━━ INFORMATION SUPPLIED

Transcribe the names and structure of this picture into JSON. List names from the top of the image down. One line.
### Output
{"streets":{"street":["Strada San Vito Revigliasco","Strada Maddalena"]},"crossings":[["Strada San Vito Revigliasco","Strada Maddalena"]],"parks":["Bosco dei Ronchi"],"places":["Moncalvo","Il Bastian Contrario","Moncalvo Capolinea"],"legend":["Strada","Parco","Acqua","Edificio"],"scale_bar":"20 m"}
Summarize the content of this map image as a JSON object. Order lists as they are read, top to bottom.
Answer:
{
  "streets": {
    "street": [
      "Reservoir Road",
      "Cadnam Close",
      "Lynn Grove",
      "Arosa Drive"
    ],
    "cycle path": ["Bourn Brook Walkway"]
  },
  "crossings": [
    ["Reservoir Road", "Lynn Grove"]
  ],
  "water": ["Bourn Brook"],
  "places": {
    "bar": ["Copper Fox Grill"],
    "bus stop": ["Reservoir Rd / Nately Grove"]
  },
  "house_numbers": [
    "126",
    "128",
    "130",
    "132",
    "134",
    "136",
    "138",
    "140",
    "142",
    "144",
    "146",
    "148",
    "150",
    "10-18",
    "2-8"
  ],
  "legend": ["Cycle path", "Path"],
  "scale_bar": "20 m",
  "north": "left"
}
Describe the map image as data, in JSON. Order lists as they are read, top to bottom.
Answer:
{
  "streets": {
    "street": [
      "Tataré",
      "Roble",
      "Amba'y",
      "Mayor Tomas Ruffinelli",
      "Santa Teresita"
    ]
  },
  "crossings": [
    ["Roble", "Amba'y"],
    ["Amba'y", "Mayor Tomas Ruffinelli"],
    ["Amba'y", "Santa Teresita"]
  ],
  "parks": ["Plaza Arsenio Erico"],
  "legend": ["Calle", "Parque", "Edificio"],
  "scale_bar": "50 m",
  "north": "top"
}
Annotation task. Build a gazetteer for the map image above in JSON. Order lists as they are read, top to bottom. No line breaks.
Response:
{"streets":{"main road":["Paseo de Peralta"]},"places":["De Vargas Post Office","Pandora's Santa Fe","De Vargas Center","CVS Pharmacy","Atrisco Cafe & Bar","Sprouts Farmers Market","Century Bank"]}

━━━━

In your reply, write out all of the material exactly as it was given.

Transcribe the names and structure of this picture into JSON. List names from the top of the image down. One line.
### Output
{"streets":{"street":["Strada San Vito Revigliasco","Strada Maddalena"]},"crossings":[["Strada San Vito Revigliasco","Strada Maddalena"]],"parks":["Bosco dei Ronchi"],"places":["Moncalvo","Il Bastian Contrario","Moncalvo Capolinea"],"legend":["Strada","Parco","Acqua","Edificio"],"scale_bar":"20 m"}
Summarize the content of this map image as a JSON object. Order lists as they are read, top to bottom.
Answer:
{
  "streets": {
    "street": [
      "Reservoir Road",
      "Cadnam Close",
      "Lynn Grove",
      "Arosa Drive"
    ],
    "cycle path": ["Bourn Brook Walkway"]
  },
  "crossings": [
    ["Reservoir Road", "Lynn Grove"]
  ],
  "water": ["Bourn Brook"],
  "places": {
    "bar": ["Copper Fox Grill"],
    "bus stop": ["Reservoir Rd / Nately Grove"]
  },
  "house_numbers": [
    "126",
    "128",
    "130",
    "132",
    "134",
    "136",
    "138",
    "140",
    "142",
    "144",
    "146",
    "148",
    "150",
    "10-18",
    "2-8"
  ],
  "legend": ["Cycle path", "Path"],
  "scale_bar": "20 m",
  "north": "left"
}
Describe the map image as data, in JSON. Order lists as they are read, top to bottom.
Answer:
{
  "streets": {
    "street": [
      "Tataré",
      "Roble",
      "Amba'y",
      "Mayor Tomas Ruffinelli",
      "Santa Teresita"
    ]
  },
  "crossings": [
    ["Roble", "Amba'y"],
    ["Amba'y", "Mayor Tomas Ruffinelli"],
    ["Amba'y", "Santa Teresita"]
  ],
  "parks": ["Plaza Arsenio Erico"],
  "legend": ["Calle", "Parque", "Edificio"],
  "scale_bar": "50 m",
  "north": "top"
}
Annotation task. Build a gazetteer for the map image above in JSON. Order lists as they are read, top to bottom. No line breaks.
Response:
{"streets":{"main road":["Paseo de Peralta"]},"places":["De Vargas Post Office","Pandora's Santa Fe","De Vargas Center","CVS Pharmacy","Atrisco Cafe & Bar","Sprouts Farmers Market","Century Bank"]}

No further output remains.